• What is needed:
Would you please copy each line below that includes the string "linecap"?
START Exercise data
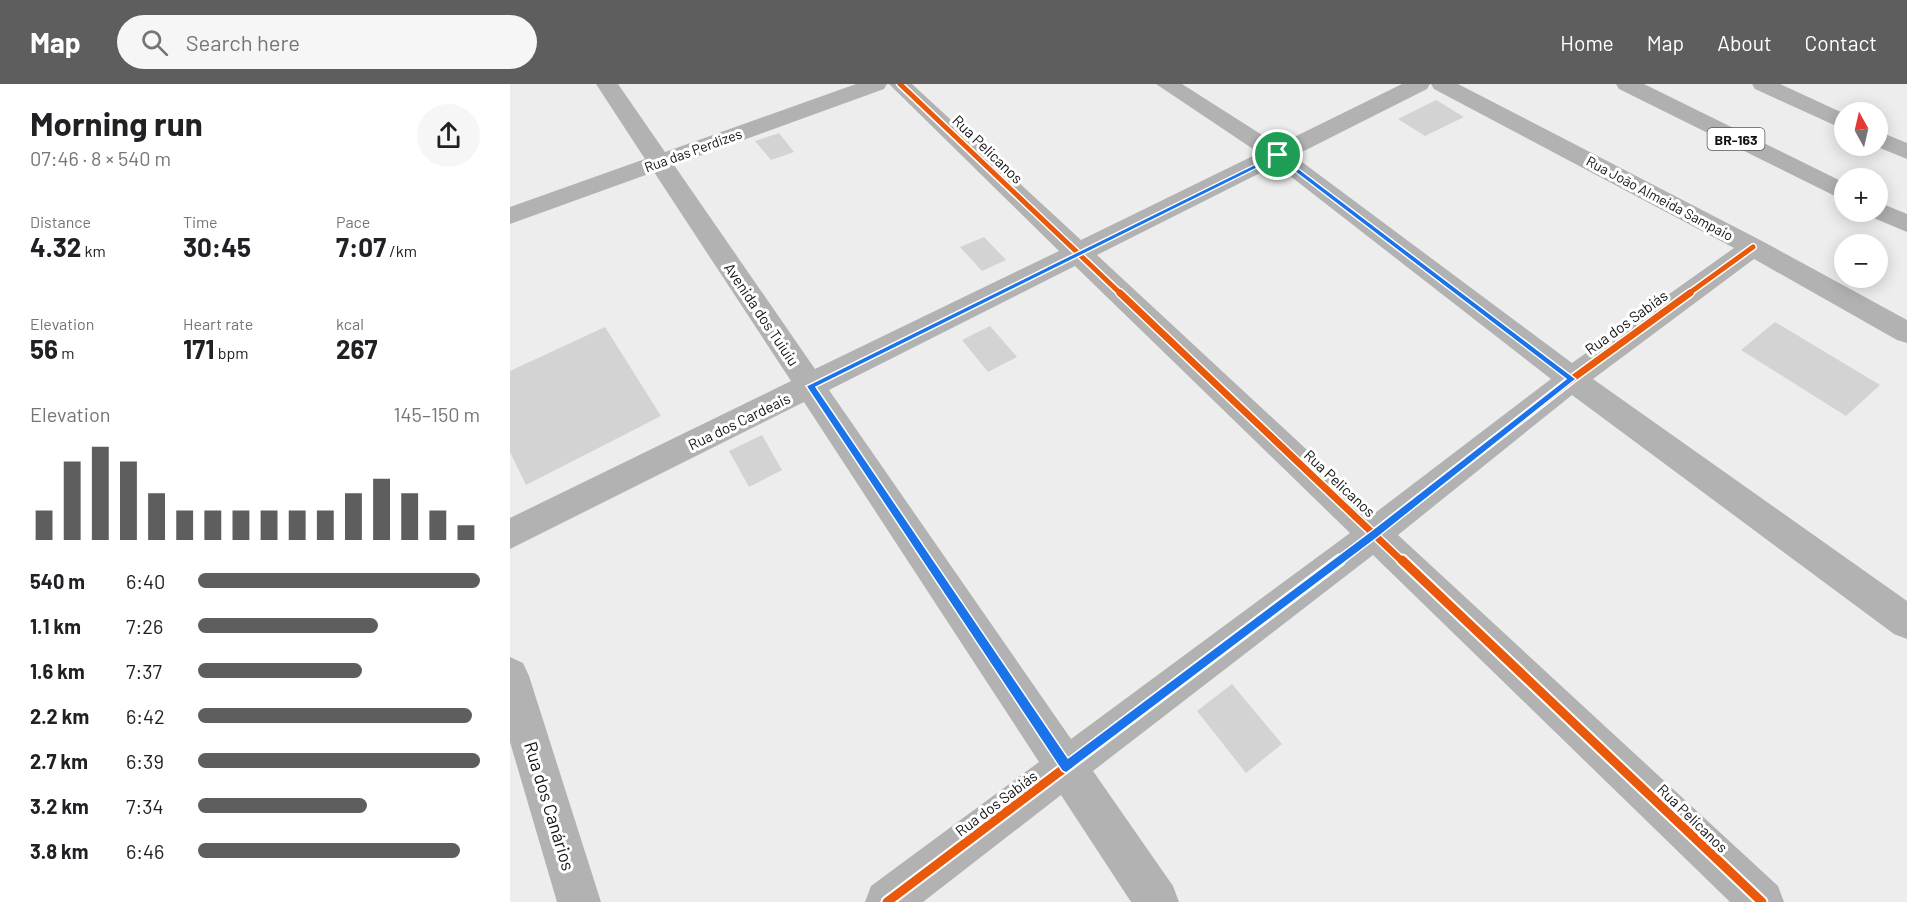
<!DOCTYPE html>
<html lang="en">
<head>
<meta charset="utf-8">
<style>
  :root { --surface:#fff; --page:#f6f6f6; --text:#202124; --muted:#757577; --accent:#5e5e5f }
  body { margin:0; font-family:Barlow,sans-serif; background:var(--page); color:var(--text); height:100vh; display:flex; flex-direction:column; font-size:22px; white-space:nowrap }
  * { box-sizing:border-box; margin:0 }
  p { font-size:20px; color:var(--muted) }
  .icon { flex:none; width:33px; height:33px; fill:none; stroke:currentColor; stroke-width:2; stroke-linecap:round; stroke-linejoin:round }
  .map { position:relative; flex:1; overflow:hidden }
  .sheet { display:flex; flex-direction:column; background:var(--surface); width:510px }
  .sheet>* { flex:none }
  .needle { width:39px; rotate:352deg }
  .fabs { position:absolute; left:1324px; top:18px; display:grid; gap:12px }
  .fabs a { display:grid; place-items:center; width:54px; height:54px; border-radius:50%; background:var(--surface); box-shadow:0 3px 15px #0003; font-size:30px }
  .pin { position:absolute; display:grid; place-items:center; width:51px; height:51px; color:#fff; margin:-26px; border:3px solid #fff; border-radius:50%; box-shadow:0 2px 6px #0007 }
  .round { display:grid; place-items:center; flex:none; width:63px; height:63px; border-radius:32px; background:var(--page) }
  .head { display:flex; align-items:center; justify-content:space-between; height:102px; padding:0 30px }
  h1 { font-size:33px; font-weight:700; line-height:45px }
  .figures { display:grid; grid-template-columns:repeat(3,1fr); gap:9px; height:102px; padding:6px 30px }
  .figures div { display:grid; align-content:center }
  .figures b { font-size:26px; font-weight:700 }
  .figures small { font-size:16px; font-weight:400 }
  .figures p { font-size:16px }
  .chart { height:168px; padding:12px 30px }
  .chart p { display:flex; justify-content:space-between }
  .chart svg { width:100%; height:108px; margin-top:6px; stroke:var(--accent); stroke-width:6 }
  ul { padding:0 30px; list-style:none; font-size:20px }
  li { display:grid; grid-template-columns:96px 72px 1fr; align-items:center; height:45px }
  li i { height:15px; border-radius:8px; background:var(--accent) }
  header { display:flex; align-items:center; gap:36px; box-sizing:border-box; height:84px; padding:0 30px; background:var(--accent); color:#fff }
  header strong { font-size:28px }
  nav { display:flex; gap:33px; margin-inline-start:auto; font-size:21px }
  .search { width:420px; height:54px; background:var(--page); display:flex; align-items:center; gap:15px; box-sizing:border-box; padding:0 21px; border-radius:33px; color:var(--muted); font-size:22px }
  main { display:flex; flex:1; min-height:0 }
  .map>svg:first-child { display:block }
</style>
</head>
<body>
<header>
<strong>Map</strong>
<div class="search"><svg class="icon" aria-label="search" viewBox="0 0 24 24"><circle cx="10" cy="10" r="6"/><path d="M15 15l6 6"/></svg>Search here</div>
<nav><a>Home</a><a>Map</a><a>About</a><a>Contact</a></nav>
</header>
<main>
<section class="sheet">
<div class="head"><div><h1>Morning run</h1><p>07:46 · 8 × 540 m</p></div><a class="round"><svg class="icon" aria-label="share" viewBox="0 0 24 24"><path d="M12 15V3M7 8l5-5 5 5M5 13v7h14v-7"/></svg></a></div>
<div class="figures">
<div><p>Distance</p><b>4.32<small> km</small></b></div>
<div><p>Time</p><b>30:45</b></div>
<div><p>Pace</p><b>7:07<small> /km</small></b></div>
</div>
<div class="figures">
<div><p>Elevation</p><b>56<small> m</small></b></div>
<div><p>Heart rate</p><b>171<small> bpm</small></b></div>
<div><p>kcal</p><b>267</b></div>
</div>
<div class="chart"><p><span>Elevation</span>145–150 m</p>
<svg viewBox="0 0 160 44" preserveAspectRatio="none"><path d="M5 44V32M15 44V12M25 44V6M35 44V12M45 44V25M55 44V32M65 44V32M75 44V32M85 44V32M95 44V32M105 44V32M115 44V25M125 44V19M135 44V25M145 44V32M155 44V38"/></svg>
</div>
<ul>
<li><b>540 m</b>6:40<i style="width:100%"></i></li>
<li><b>1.1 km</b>7:26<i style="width:64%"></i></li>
<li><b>1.6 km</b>7:37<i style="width:58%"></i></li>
<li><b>2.2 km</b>6:42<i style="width:97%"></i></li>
<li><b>2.7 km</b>6:39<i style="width:100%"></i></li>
<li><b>3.2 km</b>7:34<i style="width:60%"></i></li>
<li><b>3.8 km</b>6:46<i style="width:93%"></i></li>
</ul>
</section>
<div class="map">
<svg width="1397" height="818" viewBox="0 0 1397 818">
  <rect width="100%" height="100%" fill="#ededed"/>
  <path fill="#d3d3d3" d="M926 16 954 33 915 52 888 35Z
    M269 49 284 68 261 76 245 57Z
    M474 153 496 176 472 187 450 163Z
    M1265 238 1370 301 1336 332 1231 266Z
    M480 242 507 273 478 288 452 256Z
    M95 243 151 332 16 401 0 368V287Z
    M252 351 272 386 239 403 219 367Z
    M722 600 772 660 736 689 687 627Z"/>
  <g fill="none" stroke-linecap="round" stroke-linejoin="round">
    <path fill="#b2b2b2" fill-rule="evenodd" d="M86 0H108L155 68 346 0H377L374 5 164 81 305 285 549 167 379 0H402L571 156 749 69 646 0H672L768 61 892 0H920L917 5 784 72 1062 279 1224 164 924 5 921 0H948L1252 157 1397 236V259L1387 256 1244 175 1083 295 1397 517V555L1384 550 1062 311 888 451 1268 802 1274 818H1220L863 471 583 687 663 802 669 818H621L551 711 413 818H355L361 802 529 678 294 318 0 465V434L281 297 144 88 0 140V123L135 75ZM766 81 1041 295 865 429 587 171ZM565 182 840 449 561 655 319 306Z
      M1242 0H1270L1335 30V46L1245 5Z
      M1368 47 1397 59V75L1365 62H1368Z
      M0 573 13 579 19 592 91 818H47L0 658Z"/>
    <path fill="#b0b0b1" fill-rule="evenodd" d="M1106 0H1134L1335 99V117L1109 5Z
      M1368 118 1397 130V148L1359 132 1356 128H1368Z"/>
    <defs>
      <path id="cycleway-far2" d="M390 0 611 210
        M1178 210 1243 163"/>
      <path id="cycleway-far1" d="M610 209 893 478
        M828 478 1062 295 1180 209"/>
      <path id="cycleway" d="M892 476 1252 818
        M377 818 830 476"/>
    </defs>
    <use href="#cycleway-far2" stroke="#fff" stroke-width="8"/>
    <use href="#cycleway-far1" stroke="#fff" stroke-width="10"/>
    <use href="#cycleway" stroke="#fff" stroke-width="13"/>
    <use href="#cycleway-far2" stroke="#e8590c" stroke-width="5"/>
    <use href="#cycleway-far1" stroke="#e8590c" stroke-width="7"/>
    <use href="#cycleway" stroke="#e8590c" stroke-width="9"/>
  </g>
  <path fill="#1a73e8" stroke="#fff" stroke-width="1.5" fill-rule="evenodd" d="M768 69 1066 295 868 453 556 689 552 687 296 302ZM767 74 1056 295 861 447 558 674 306 303Z"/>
  <g text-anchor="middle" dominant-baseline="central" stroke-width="6" stroke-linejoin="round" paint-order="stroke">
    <rect fill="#fff" stroke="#585859" stroke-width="1.5" x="1197.5" y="44" width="57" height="22" rx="4.5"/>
    <g font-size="14" font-weight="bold" fill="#111112">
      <text x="1226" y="55">BR-163</text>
    </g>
    <g font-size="14" fill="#111112" stroke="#fff">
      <text transform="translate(183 66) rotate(-20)">Rua das Perdizes</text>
      <text transform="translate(1150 114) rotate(28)">Rua João Almeida Sampaio</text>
    </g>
    <g font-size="15" fill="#111112" stroke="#fff">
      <text transform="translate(478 65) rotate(44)">Rua Pelicanos</text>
      <text transform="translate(252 230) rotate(56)">Avenida dos Tuiuiu</text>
      <text transform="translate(1116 238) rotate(-36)">Rua dos Sabiás</text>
      <text transform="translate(229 337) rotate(-26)">Rua dos Cardeais</text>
      <text transform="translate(830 399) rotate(43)">Rua Pelicanos</text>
      <text transform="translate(486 719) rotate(-37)">Rua dos Sabiás</text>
      <text transform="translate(1183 734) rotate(44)">Rua Pelicanos</text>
    </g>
    <g font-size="18" fill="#111112" stroke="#fff">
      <text transform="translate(40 722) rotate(73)">Rua dos Canários</text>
    </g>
  </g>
</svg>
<div class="fabs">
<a><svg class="needle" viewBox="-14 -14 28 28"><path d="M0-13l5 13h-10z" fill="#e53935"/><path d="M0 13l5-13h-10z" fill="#757577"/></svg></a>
<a>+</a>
<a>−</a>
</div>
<div class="pin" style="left:768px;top:71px;background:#1e9e55"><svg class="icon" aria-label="arrive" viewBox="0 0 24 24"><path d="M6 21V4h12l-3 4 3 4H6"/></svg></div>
</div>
</main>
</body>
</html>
END Exercise data
• Response to this task:
  .icon { flex:none; width:33px; height:33px; fill:none; stroke:currentColor; stroke-width:2; stroke-linecap:round; stroke-linejoin:round }
  <g fill="none" stroke-linecap="round" stroke-linejoin="round">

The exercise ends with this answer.